Он не желает казаться навязчивым, однако ему хочется увидеть ее снова. И если его маленький план удастся, то это будет происходить достаточно часто.
Кузину Суль-Бритт Ууситало зовут Майя Ларссон. Ребекка Мартинссон прислонила свой велосипед к дровяному сараю и огляделась.
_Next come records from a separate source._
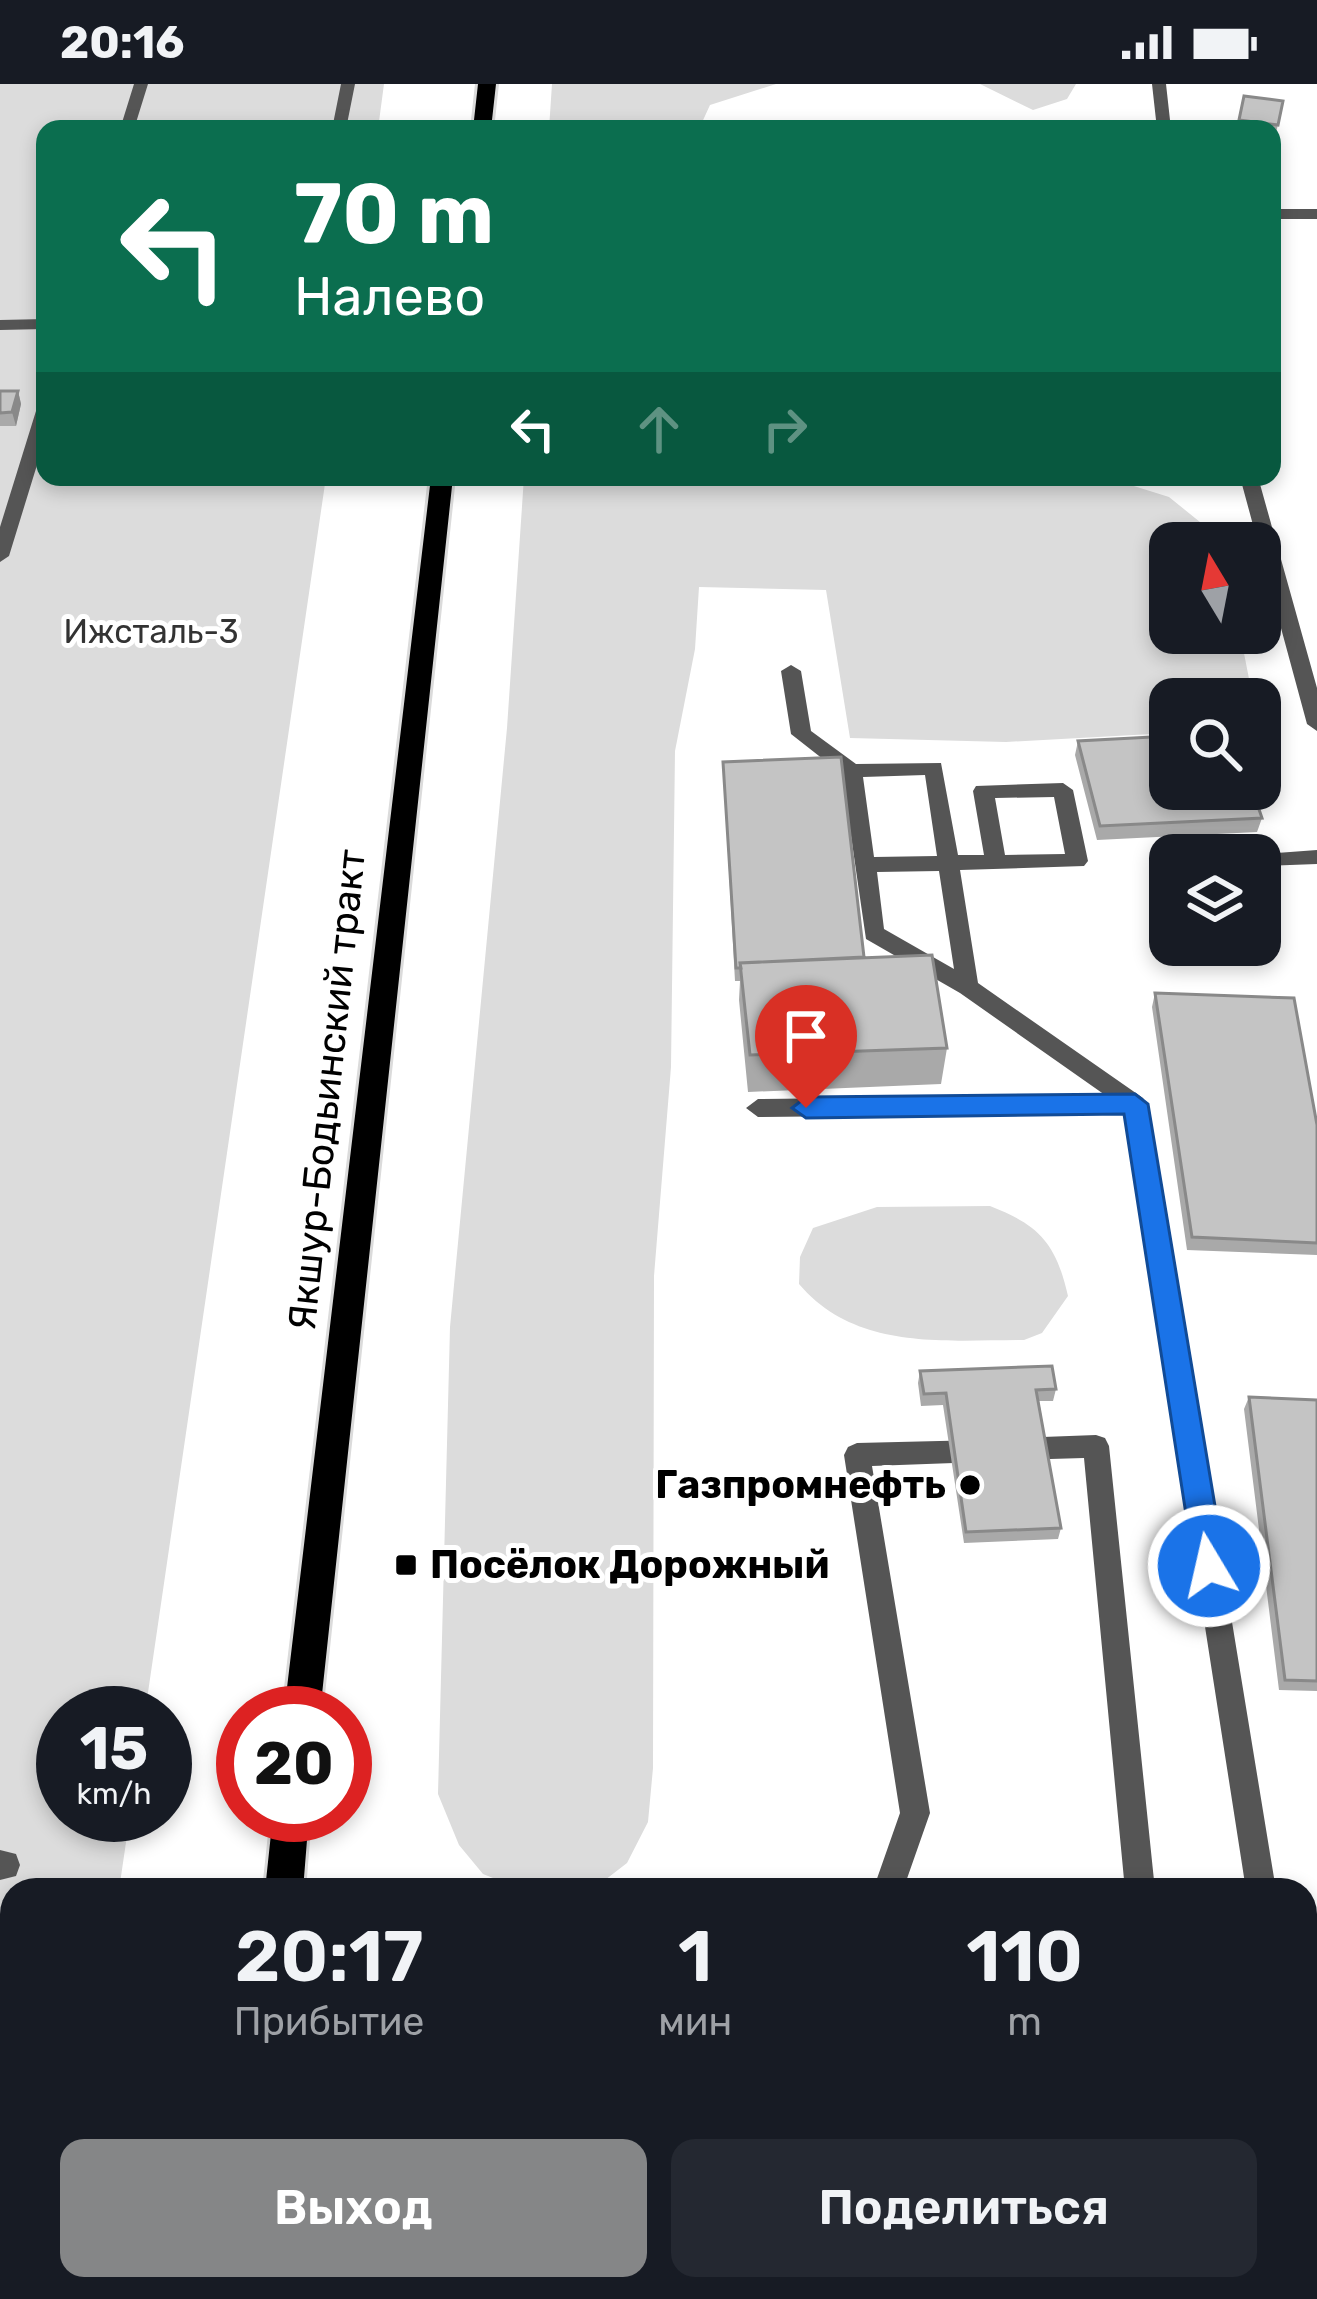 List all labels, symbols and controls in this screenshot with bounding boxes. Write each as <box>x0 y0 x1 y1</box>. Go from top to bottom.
text: 20:16 <box>60 16 185 69</box>
text: 70 m <box>294 164 494 264</box>
icon: left <box>96 168 252 324</box>
text: Налево <box>294 265 485 329</box>
icon: left <box>500 396 566 462</box>
icon: ahead <box>626 396 692 462</box>
icon: right <box>752 396 818 462</box>
north arrow <box>1149 522 1281 654</box>
map controls <box>1149 522 1281 966</box>
park label: Ижсталь-3 <box>64 612 238 651</box>
button: search <box>1149 678 1281 810</box>
button: layers <box>1149 834 1281 966</box>
street label: Якшур-Бодьинский тракт <box>279 847 375 1333</box>
pin <box>755 985 857 1108</box>
icon: arrive <box>773 1003 839 1069</box>
place label: Газпромнефть <box>655 1462 946 1508</box>
marker: Газпромнефть <box>957 1472 983 1498</box>
position arrow <box>1146 1503 1272 1629</box>
place label: Посёлок Дорожный <box>430 1542 829 1588</box>
marker: Посёлок Дорожный <box>393 1552 419 1578</box>
speed limit sign: 20 <box>216 1686 372 1842</box>
text: 15 <box>80 1713 148 1784</box>
text: km/h <box>77 1776 151 1812</box>
text: 20:17 <box>235 1914 424 1999</box>
text: 1 <box>678 1914 713 1999</box>
text: 110 <box>966 1914 1083 1999</box>
text: Прибытие <box>234 1999 424 2045</box>
text: мин <box>658 1999 732 2045</box>
text: m <box>1007 1999 1042 2045</box>
button: Выход <box>60 2139 647 2277</box>
button: Поделиться <box>671 2139 1257 2277</box> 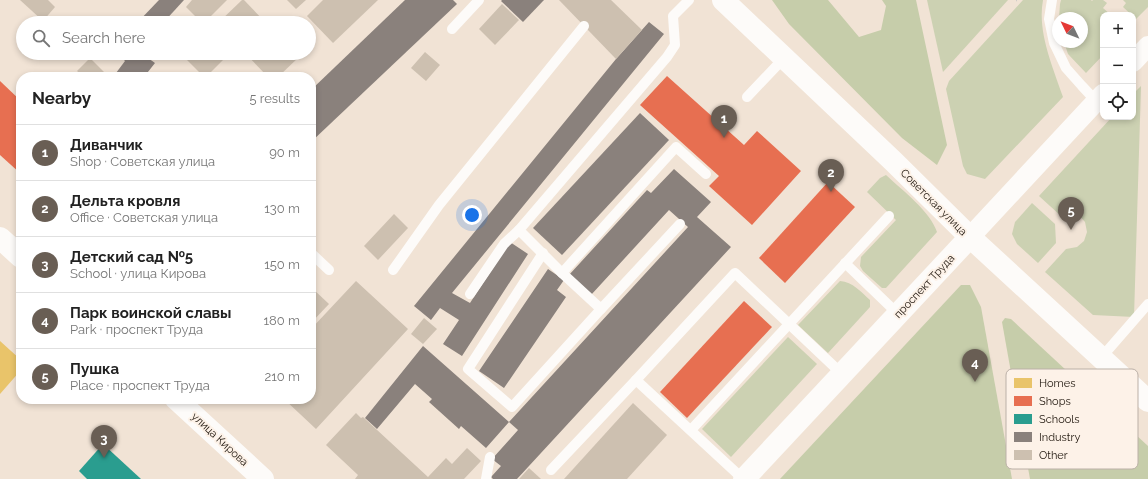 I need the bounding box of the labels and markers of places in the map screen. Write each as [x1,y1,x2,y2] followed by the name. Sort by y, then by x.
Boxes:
[711,105,737,138] pin: 1
[818,159,844,192] pin: 2
[1058,197,1084,230] pin: 5
[962,349,988,382] pin: 4
[91,425,117,458] pin: 3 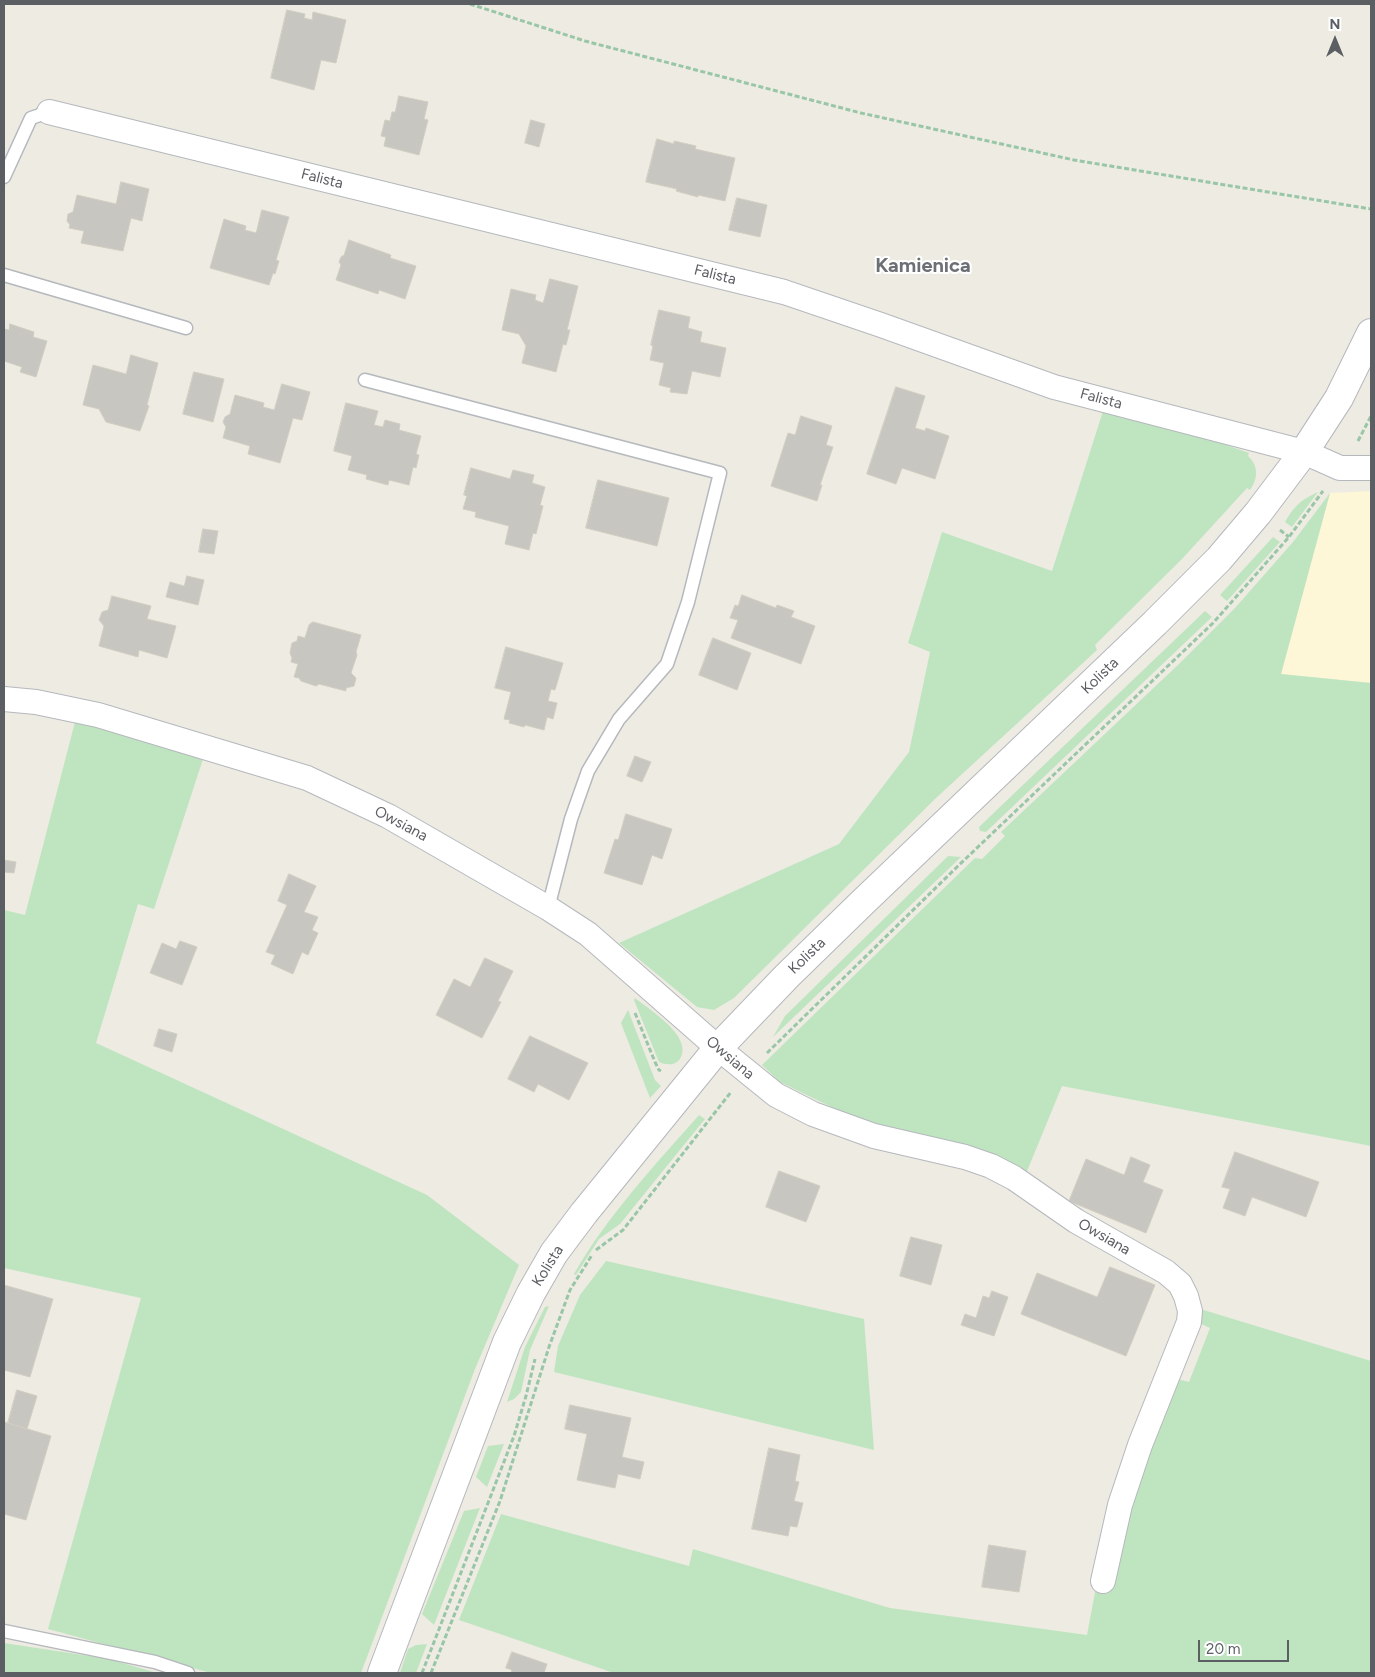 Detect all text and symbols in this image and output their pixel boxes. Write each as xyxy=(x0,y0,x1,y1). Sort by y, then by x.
north arrow xyxy=(1310,15,1360,65)
text: N xyxy=(1330,16,1340,33)
street label: Falista xyxy=(299,165,345,193)
district label: Kamienica xyxy=(875,254,971,278)
street label: Falista xyxy=(692,261,738,289)
street label: Falista xyxy=(1078,385,1124,413)
street label: Kolista xyxy=(1078,654,1122,698)
street label: Owsiana xyxy=(371,803,431,845)
street label: Kolista xyxy=(785,934,829,978)
street label: Owsiana xyxy=(702,1033,758,1083)
street label: Owsiana xyxy=(1075,1215,1133,1259)
street label: Kolista xyxy=(529,1242,567,1290)
scale bar xyxy=(1200,1630,1291,1662)
text: 20 m xyxy=(1206,1640,1240,1658) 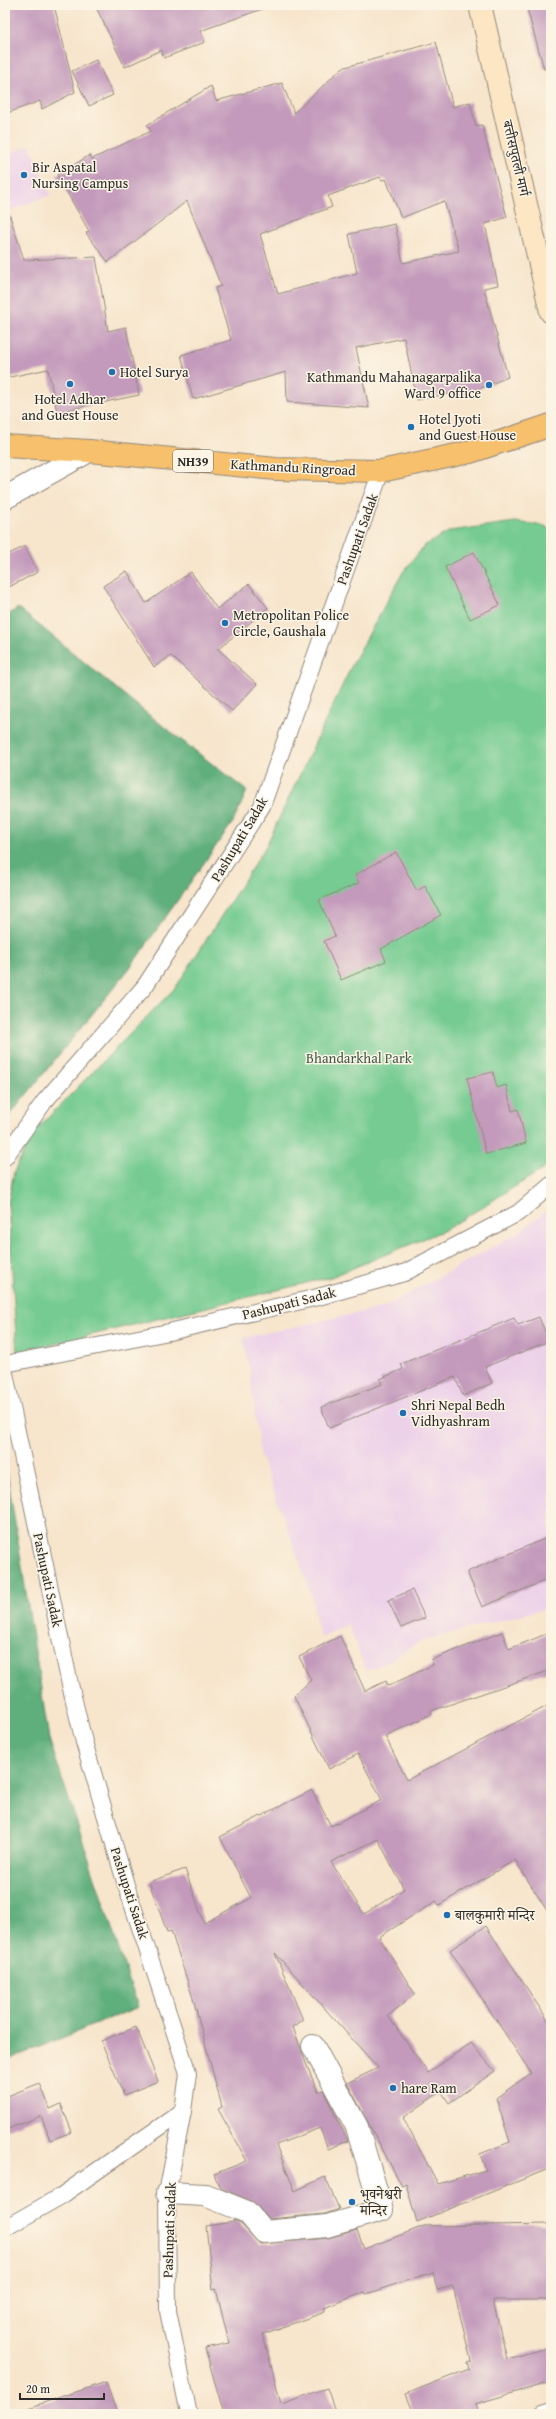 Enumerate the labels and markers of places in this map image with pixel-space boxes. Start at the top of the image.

Это был двор, принадлежавший матери Майи Ларссон. Заметно было, что здесь долгое время жил пожилой человек, измученный тяжелой болезнью. Дом был построен из розового этернита. Некоторые панели отошли, водосточная труба держится на честном слове. Оконные рамы нуждались в покраске. Крыльцо просело и перекосилось. Несколько неухоженных кустов, которые Ребекка определила как смородину, росли у южной стороны дома. Остатки самодельных подпорок для кустов лежали на земле под ними, сгнившие, поросшие мхом.
Ребекка постучала, так как дверной звонок явно давно не работал.
Майя Ларссон открыла дверь. Мартинссон невольно попятилась. Какая красивая женщина! Ни капли косметики на лице, высокие скулы, а морщинки придавали ей вид человека, живущего на природе. При виде гостьи она выпрямила тонкую длинную шею. Это было королевское движение – вероятно, именно оно заставило Ребекку попятиться. На вид ей было лет шестьдесят. Седые волосы были заплетены во множество тонких косичек, схваченных в хвост на затылке. Словно змеи. Серые глаза, глядящие из-под густых светлых ресниц. На ней были мужские брюки, болтавшиеся на бедрах, и коричневый свитер с клинообразным вырезом и заштопанными локтями.
– Да? – проговорила она.
Ребекка поняла, что все это время стояла и разглядывала ее. Теперь она представилась и изложила свое дело.
– Твоя двоюродная сестра, Суль-Бритт Ууситало, – произнесла она. – Ее убили.
Майя Ларссон смотрела на Ребекку, как смотрят на ребенка, продающего рождественские газеты. Наконец она издала вздох.
– Проклятье. Я так думаю, что ты хочешь войти и поговорить. Ну, так заходи.
После этих слов она направилась на кухню. Ребекка сбросила ботинки и прошла следом за ней. Усевшись на деревянный диванчик, она отказалась от кофе и вытащила из кармана блокнот.
Майя Ларссон выдвинула ящик и достала пачку сигарет.
– Рассказывай! Куришь?
Ребекка покачала головой. Майя закурила и выпустила дым через нос. Встав рядом с плитой, она потянула за металлическую цепочку, открывающую вентиляционное отверстие.
– Кто-то заколол ее во сне.
Майя Ларссон закрыла глаза и опустила голову, словно пытаясь осознать то, что только что рассказала Ребекка.
– Прости, я, наверное, кажусь… Но тут все дело в моей маме. Ей не так долго осталось. Я живу тут только для того, чтобы побыть с ней до конца. Такое ощущение, что во мне не осталось эмоций.
Внезапно она уставилась на Ребекку напряженным взглядом.
– Маркус!
– С ним все в порядке, – сказала Ребекка. – Он не пострадал.
– Ты хотела попросить меня взять его к себе?
– Не знаю. Ты в состоянии позаботиться о нем?
Лицо Майи Ларссон приобрело суровое выражение.
– Так-так. Стало быть, его мамочка сказала «нет». Может быть, у нее травма позвоночника? Или трубу в доме прорвало? Она хоть спросила, как он?
Ребекка вспомнила рассуждения матери о том, что муж бросит ее, если она заберет старшего сына. Она даже не поинтересовалась, как он себя чувствует.